Expliquer un concept grammatical dans la langue de l’autre est aussi une façon efficace d’assurer une meilleure compréhension si, bien sûr, la langue maternelle est bien arrimée. L’étudiant qui n’a jamais compris la conjugaison des verbes dans sa L1 aura tout autant de difficulté, sinon plus, à s’y retrouver dans sa L2.

Il est essentiel pour l’enseignant d’être à l’affût de l’engagement de l’étudiant : certains font semblant d’avoir compris pour éviter l’humiliation, d’autres n’écoutent même plus ou se fient au voisin pour comprendre. Il existe autant d’obstacles à l’apprentissage qu’il y a de méthodes ou d’apprenants.

Apprendre une langue seconde est aussi une question de musique: si on ne pratique jamais son instrument, on ne saura jamais en jouer. Et n’est pas musicien qui veut! L’apprentissage d’une langue seconde est graduel, requiert une patience infinie et de l’indulgence. Il faut savoir accepter l’erreur sans passer sous la guillotine.

La langue seconde est un enrichissement et non une contrainte

Enseigner la langue seconde au Québec est aussi un acte exigeant à cause de la culture de l’autre dont on se méfie, alors que parler plus d’une langue permet de résoudre des conflits ou de les éviter. Combien de fois ais-je entendu des commentaires, d’une part et d’autre, qui frôlaient le racisme! Moins on connaît la langue et la culture de l’autre, plus on sort des généralités grossières. Il faut comprendre que ce n’est pas le fait de parler la langue de l’autre qui efface son identité culturelle. L’identité culturelle doit s’enrichir au contact d’autrui. Parler une autre langue, c’est aussi une extension de soi. L’enseignant comprend donc qu’il ou elle ne peut se comporter en impérialiste. La motivation ne tient pas de la dictature, au contraire. Donner le goût de s’investir demande du doigté et du respect. La langue seconde ne s’arrête pas à un cumul de vocabulaire. Enseigner une langue seconde est un partage culturel, un donnant – donnant, car chaque langue recèle une vision du monde qui diffère de la nôtre. Par exemple, en français, on boit comme un trou, mais en anglais, on boit comme un poisson. En français, il pleut des clous (ouille), en anglais, il pleut des chats et des chiens (les pauvres). La langue de l’autre est aussi pleine de petites parcelles d’histoire. Ainsi, en 1706, la langue officielle en Grande-Bretagne était le français à cause de la Conquête Normande, d’où les mots « quantity » et « quality » qui viennent du français quantité et qualité, comme toutes ces expressions culinaires (à la mode, au gratin et bon appétit) qui sont encore utilisées aujourd’hui en anglais. En français, Le mot redingote nous vient de l’anglais « riding coat » et le mot folklore de « folk » (peuple) et « lore » (coutumes). Il y a belle lurette que ces deux langues partagent le même toit, pour le meilleur et pour le pire.

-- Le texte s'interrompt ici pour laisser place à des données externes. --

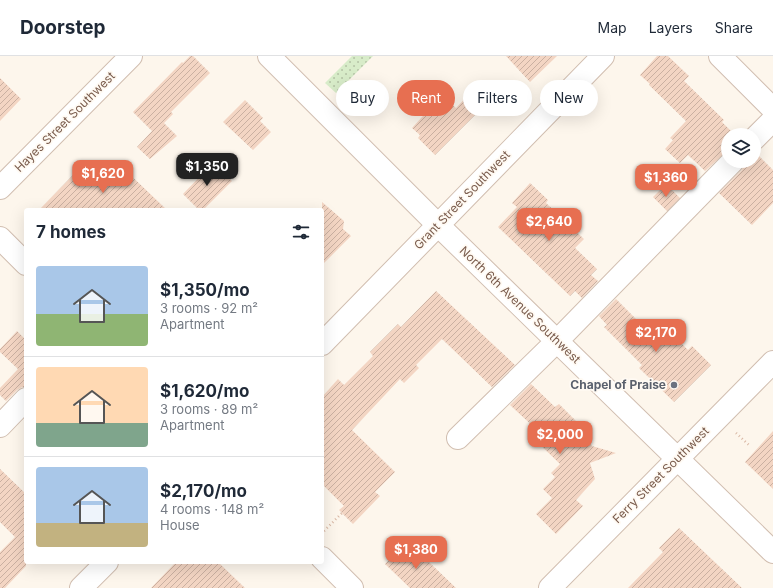 <!DOCTYPE html>
<meta charset="utf-8">
<style>
:root{--surface:#fff;--page:#f6f6f7;--text:#1f2937;--muted:#747a83;--line:#e0e1e3;--accent:#e76f51}
body{margin:0;font-family:Inter,sans-serif;background:var(--page);color:var(--text);height:100vh;display:flex;flex-direction:column;font-size:15px;white-space:nowrap}
*{box-sizing:border-box;margin:0}
p{font-size:13px;color:var(--muted)}
.icon{flex:none;width:22px;height:22px;fill:none;stroke:currentColor;stroke-width:2;stroke-linecap:round;stroke-linejoin:round}
.map{position:relative;flex:1;overflow:hidden}
.side{position:absolute;left:24px;top:152px;width:300px;height:356px;display:flex;flex-direction:column;background:var(--surface);border-radius:4px;box-shadow:0 4px 16px #0002}
.side>*{flex:none}
.banner{position:absolute;left:336px;top:24px;width:377px;height:36px;display:flex;gap:8px}
.controls{position:absolute;left:721px;top:72px;display:grid;gap:8px}
.controls a{display:grid;place-items:center;width:40px;height:40px;border-radius:50%;background:var(--surface);box-shadow:0 4px 16px #0002;font-size:20px}
.price{position:absolute;translate:-50% -34px;padding:0 9px;border-radius:8px;background:var(--accent);color:#fff;font-size:13px;line-height:26px;filter:drop-shadow(0 1px 2px #0008)}
.price::after{content:'';position:absolute;left:50%;top:24px;width:12px;height:9px;margin-left:-6px;background:inherit;clip-path:polygon(0 0,100% 0,50% 100%)}
.price.selected{background:#222;color:#fff}
ul{padding:0;list-style:none}
li{display:flex;align-items:center;gap:12px;height:100px;padding:0 12px}
li+li{border-top:1px solid var(--line)}
li span{display:grid;place-items:center;flex:none;width:112px;height:80px;border-radius:4px;color:#555}
li>.icon{margin-inline-start:auto}
span .icon{width:48px;height:48px;fill:#fffc;stroke-width:1}
li b{font-size:17px}
h2{display:flex;justify-content:space-between;align-items:center;height:48px;padding:0 12px;font-size:17px}
.tag{padding:0 14px;border-radius:18px;background:var(--surface);box-shadow:0 4px 16px #0002;font-size:14px;line-height:36px}
.tag.selected{background:var(--accent);color:#fff}
header{display:flex;align-items:center;gap:24px;box-sizing:border-box;height:56px;padding:0 20px;background:var(--surface);border-bottom:1px solid var(--line)}
header strong{font-size:19px}
nav{display:flex;gap:22px;margin-inline-start:auto;font-size:14px}
.map>svg:first-child{display:block}
.park{fill:url(#park-dots)}
.building{fill:url(#building-hatch)}
.lines{fill:none;stroke-linecap:round;stroke-linejoin:round}
.minor-casing{stroke:#d1beb0;stroke-width:24}
.path{stroke:#d9b8a5;stroke-width:2.5;stroke-dasharray:1 3;stroke-linecap:butt}
.minor{stroke:#fff;stroke-width:22}
.worship-dot{fill:#6b7280;stroke:#fffaf3;stroke-width:1.5}
.labels{text-anchor:middle;stroke-width:3.5;stroke-linejoin:round;paint-order:stroke}
.street-label{font-size:12px;fill:#7a5c4d;stroke:#fffaf3}
.worship-label{font-size:12px;font-weight:bold;fill:#5b616d;stroke:#fffaf3;text-anchor:end}
</style>
<header>
<strong>Doorstep</strong>
<nav><a>Map</a><a>Layers</a><a>Share</a></nav>
</header>
<div class="map">
<svg width="773" height="532" viewBox="0 0 773 532">
<defs>
<pattern id="park-dots" width="8" height="8" patternUnits="userSpaceOnUse"><rect width="8" height="8" fill="#d8ecc9"/><path d="M2 2h.1M6 6h.1" fill="none" stroke="#b4c2a5" stroke-width="1.8" stroke-linecap="round"/></pattern>
<pattern id="building-hatch" width="6" height="6" patternUnits="userSpaceOnUse"><rect width="6" height="6" fill="#f3d5c3"/><path d="M-1 1l2-2M0 6l6-6M5 7l2-2" fill="none" stroke="#cab0a1"/></pattern>
</defs>
<rect width="100%" height="100%" fill="#fdf6ec"/>
<path class="park" d="M352 0H373L336 37 325 27Z"/>
<path class="building" d="M190 0H193L210 17 171 56 173 58 164 67 177 80 150 103 137 91 152 75 133 56 182 6 183 7Z
M506 0H557L530 26Z
M657 0H668L689 20 684 25 724 64 722 66 735 79H728V94L705 115 688 99 680 107 665 93 673 84 670 82 686 65 649 29 650 28 640 19Z
M0 22 21 43 0 65Z
M472 35 486 48 435 99 418 82 420 79 412 72 442 39 456 52Z
M245 44 263 62 260 65 271 76 253 94 223 66Z
M755 96 773 114V147L752 169 719 137 742 114 745 108V105H754V97Z
M213 107 232 125 203 154H199L183 138Z
M121 110 167 154H39L73 119 76 122 84 113 100 128Z
M530 127 548 144 546 147 584 183 575 192 597 213 591 219 598 225 582 242 575 235 570 240 498 171 517 151 512 147Z
M666 128 680 142 667 155 653 141Z
M322 146 344 165 343 173 351 180 322 209Z
M436 235 515 309 492 331 442 283 416 309 419 312 404 327 400 323 352 374 395 416 375 436 380 440 353 468 339 454 344 450 322 428V341L338 323 344 329 373 300 370 296 398 268 401 271Z
M616 243 662 289 672 278 688 294 692 290 711 309 674 346 639 312 642 309 604 271 607 269 599 260Z
M17 275 26 284V331H22L17 334 6 345 0 339V332L18 313 0 296V293Z
M531 328 555 351 559 348 580 369 592 390 616 397 590 407 595 423 576 444 583 450 556 478 536 458 552 442 543 433 555 421 551 417 560 408 532 381 538 375 510 349Z
M773 375V433L745 406Z
M0 413 26 438V510L5 532H0V496L15 481 0 466Z
M679 472 742 532H628L663 496 659 492Z
M407 485 456 532H410L385 508Z
M176 506H218L245 532H151Z"/>
<g class="lines">
<defs>
<path id="minor" d="M269 0 438 169 773 496
M720 0 773 53
M754 83 773 64
M0 132 131 0
M0 182 26 208
M322 288 603 0
M0 370 26 343
M458 382 557 285 733 105
M322 502 352 532
M81 532 107 506
M550 532 773 306"/>
</defs>
<use href="#minor" class="minor-casing"/>
<path class="path" d="M736 377 749 389
M324 475 342 457"/>
<use href="#minor" class="minor"/>
</g>
<circle class="worship-dot" cx="674" cy="329" r="4"/>
<g class="labels">
<g class="street-label">
<text transform="translate(65 66) rotate(-45)" y="4">Hayes Street Southwest</text>
<text transform="translate(462 144) rotate(-46)" y="4">Grant Street Southwest</text>
<text transform="translate(520 249) rotate(44)" y="4">North 6th Avenue Southwest</text>
<text transform="translate(661 419) rotate(-45)" y="4">Ferry Street Southwest</text>
</g>
<g class="worship-label">
<text x="666" y="333">Chapel of Praise</text>
</g>
</g>
</svg>
<div class="controls">
<a><svg class="icon" aria-label="layers" viewBox="0 0 24 24"><path d="M12 4l9 5-9 5-9-5zM3 14l9 5 9-5"/></svg></a>
</div>
<b class="price selected" style="left:207px;top:131px">$1,350</b>
<b class="price" style="left:103px;top:138px">$1,620</b>
<b class="price" style="left:666px;top:142px">$1,360</b>
<b class="price" style="left:549px;top:186px">$2,640</b>
<b class="price" style="left:656px;top:297px">$2,170</b>
<b class="price" style="left:560px;top:399px">$2,000</b>
<b class="price" style="left:416px;top:514px">$1,380</b>
<div class="banner">
<a class="tag">Buy</a>
<a class="tag selected">Rent</a>
<a class="tag">Filters</a>
<a class="tag">New</a>
</div>
<section class="side">
<h2>7 homes<svg class="icon" aria-label="filters" viewBox="0 0 24 24"><path d="M4 7h16M4 17h16"/><circle cx="9" cy="7" r="2"/><circle cx="15" cy="17" r="2"/></svg></h2>
<ul>
<li><span style="background:linear-gradient(#a9c7e8 60%,#8fb573 0)"><svg class="icon" aria-label="home" viewBox="0 0 24 24"><path d="M3 11l9-7 9 7M6 9v11h12V9"/></svg></span><div><b>$1,350/mo</b><p>3 rooms · 92 m²</p><p>Apartment</p></div></li>
<li><span style="background:linear-gradient(#ffd9b3 70%,#7fa58c 0)"><svg class="icon" aria-label="home" viewBox="0 0 24 24"><path d="M3 11l9-7 9 7M6 9v11h12V9"/></svg></span><div><b>$1,620/mo</b><p>3 rooms · 89 m²</p><p>Apartment</p></div></li>
<li><span style="background:linear-gradient(#a9c7e8 70%,#c2b280 0)"><svg class="icon" aria-label="home" viewBox="0 0 24 24"><path d="M3 11l9-7 9 7M6 9v11h12V9"/></svg></span><div><b>$2,170/mo</b><p>4 rooms · 148 m²</p><p>House</p></div></li>
</ul>
</section>
</div>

Le langage appartient à un monde civilisé

Le Québec est un milieu riche pour apprendre les deux langues officielles; nous sommes entourés d’anglais et de français. L’occasion pour pratiquer l’une ou l’autre est toujours propice. Pourquoi faut-il que l’apprentissage de la L2 ressemble à une corvée alors que la communication relève du quotidien? Un homme d’affaire que je côtoyais à une certaine époque se plaignait, un jour, du fait que l’affichage sur les routes était uniquement en français, alors qu’avant, l’affichage était bilingue. Je n’ai pu résister à la tentation de lui demander comment il se faisait qu’il n’arrivait toujours pas à déchiffrer l’information en français après tant d’années. Comment se fait-il qu’une serveuse francophone n’arrive pas à prendre une commande toute simple en anglais? Comment se fait-il que tant de gens refusent de baragouiner quelques mots de la langue seconde pour faire preuve de bonne volonté ? Comment se fait-il que tant de gens ne parlent pas leur L2 au bout d’une dizaine d’années, surtout ici au Québec? Le langage est l’expression même de notre humanité, essentiel comme l’eau et l’air. Ce n’est pas une arme, au contraire. Sans lui, il n’y a pas de civilisation. On se doit de goûter à la langue de l’autre pour mieux chérir la sienne, tous les jours, une bouchée à la fois.

Julie Hamel enseigne l’anglais et le français langue seconde depuis un peu plus de 20 ans aux trois niveaux: primaire, secondaire et collégial. Elle est aussi traductrice à la pige, à l’occasion et poète, et elle enseigne au Collège de Valleyfield depuis 5 ans.